The rough idea is that if you have quality content then clients will beat their way to your door as if you had a better mousetrap waiting for them. Well the truth of this nonsense is completely null and void for a range of reasons which are the subject of other discussions. In this case I want to concentrate for a moment on the economics of providing content for a website.
A paper print magazine could afford to pay a reasonable rate for quality content. A journalist expects to earn anything from $200 to over $500 per thousand words and then you have the additional costs of photography or illustration. At the end of the day a four-page article typically would cost upwards of $2000. Before you start to protest and perhaps faint at the idea of so much money for so few words I should point out that from a journalist's point of view the going rate per hour would seem low. All that research and organisation of facts and ideas has to be added on to the time actually spent sitting down in front of a wordprocessor. The cost of a thousand words isn't answered by asking "how fast can you type".
Of course the web is a very different place and it makes words cheap. A blog is often written off the top of the head with no need for research or investigation - unlike this one of course! A long article is simply a waste of resources because the average web user doesn't read more than 500 words before moving on to another bite-sized chunk. Photos are freely available so you don't need a photographer and illustrations are mostly irrelevant or the author does the job for free - usually not very well. Of course there are the brilliant exceptions and these are the ones that are trotted out to prove that everything is for the best…
The rewards of publishing a web page are generally so low that content just has to be cheap. It's one of the reasons that the traditional media is having such a tough time making the books balance. It uses journalists who expect to be paid the old rate for copy and their costs are just too high for the income generated. You simply cannot support the infrastructure of a traditional newspaper or magazine in the web arena by translating the old ways of making money. You can't ask for more advertising or get a higher price for it and you certainly can't ask for the end user to pay for the content - none of this works. You have to find other ways of funding quality content - but what?

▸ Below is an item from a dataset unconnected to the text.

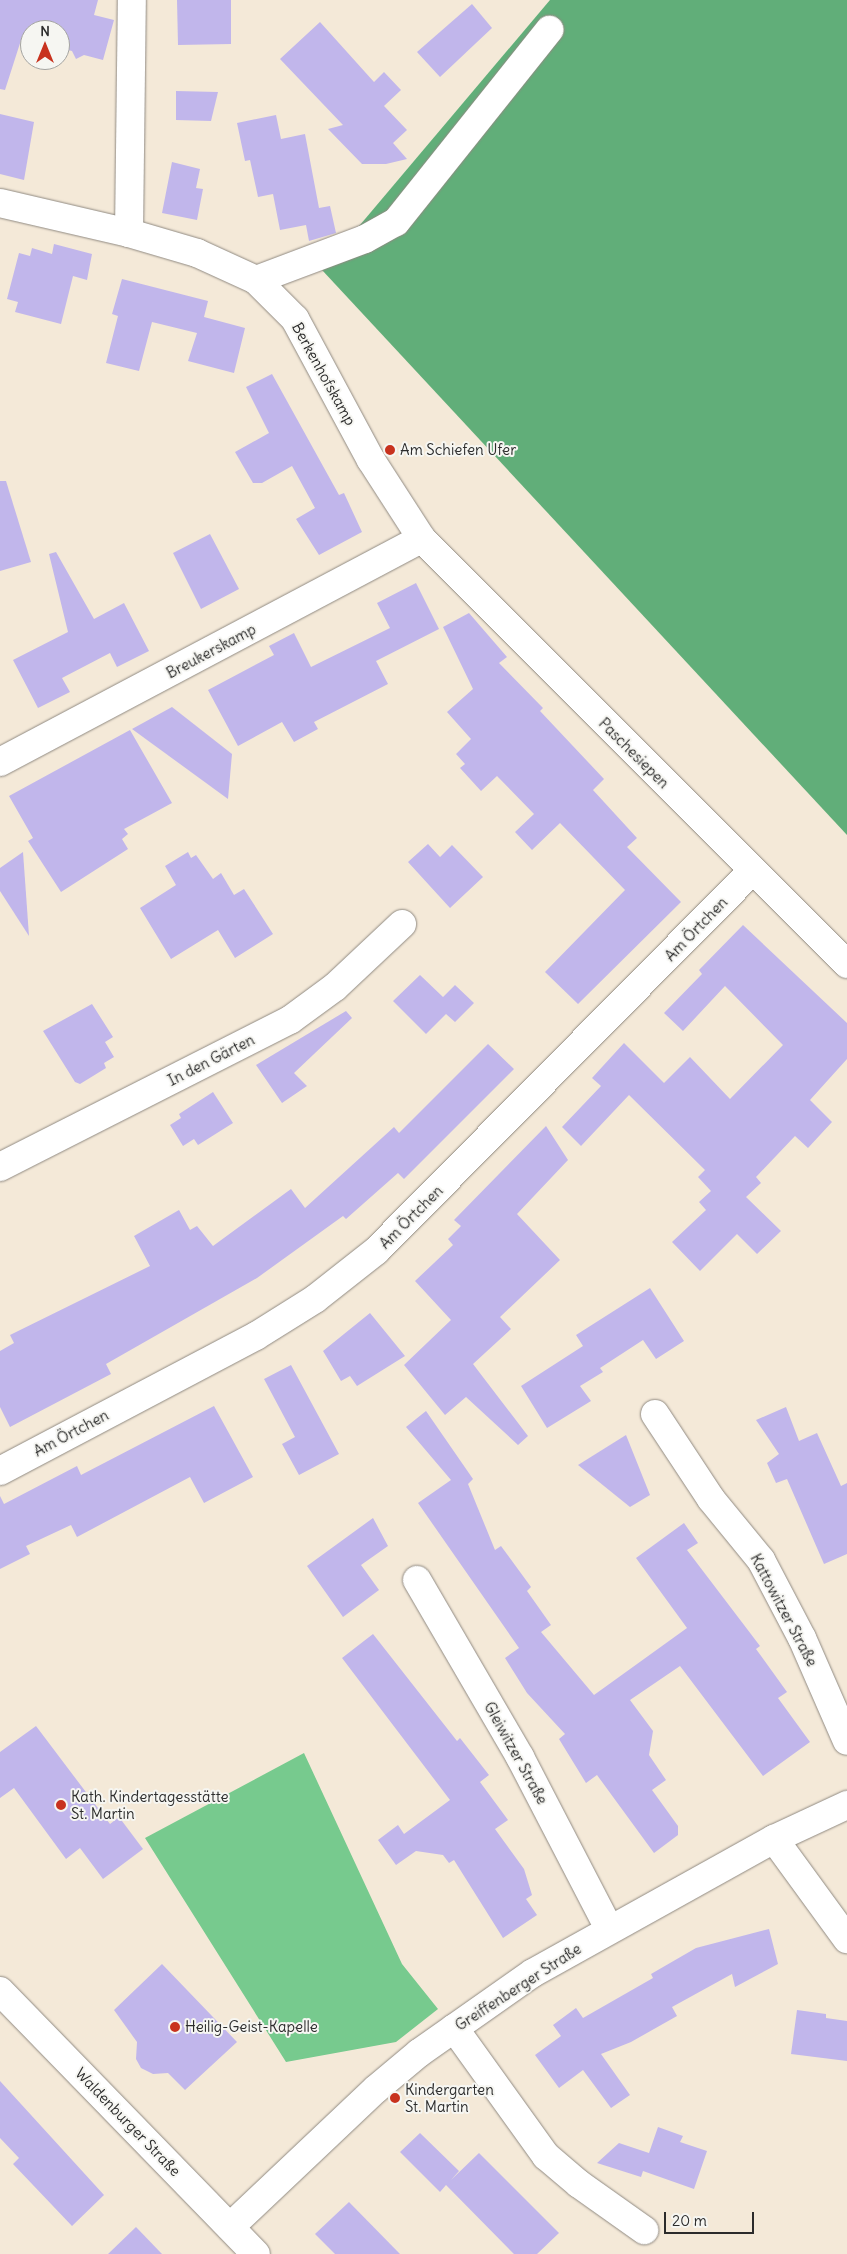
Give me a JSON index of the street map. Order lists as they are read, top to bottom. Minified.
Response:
{"streets":{"street":["Berkenhofskamp","Breukerskamp","Paschesiepen","Am Örtchen","In den Gärten","Kattowitzer Straße","Gleiwitzer Straße","Greiffenberger Straße","Waldenburger Straße"]},"crossings":[["Berkenhofskamp","Breukerskamp"],["Berkenhofskamp","Paschesiepen"],["Breukerskamp","Paschesiepen"],["Paschesiepen","Am Örtchen"],["Gleiwitzer Straße","Greiffenberger Straße"],["Greiffenberger Straße","Waldenburger Straße"]],"places":["Am Schiefen Ufer","Kath. Kindertagesstätte St. Martin","Heilig-Geist-Kapelle","Kindergarten St. Martin"],"scale_bar":"20 m","north":"top"}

Take a traditional magazine with its crew of journalists, editors and minions and expect it to run in the same way on the web - without a print cash cow behind it - and the result is bankruptcy. The alternative of getting the journalists to accept a pay cut or write faster isn't an option either. The sad fact is that the income stream from even a successful web site cannot support the full time employees it would need for quality content. Perhaps it really is the case that they days of the professional non-fiction writer are numbered.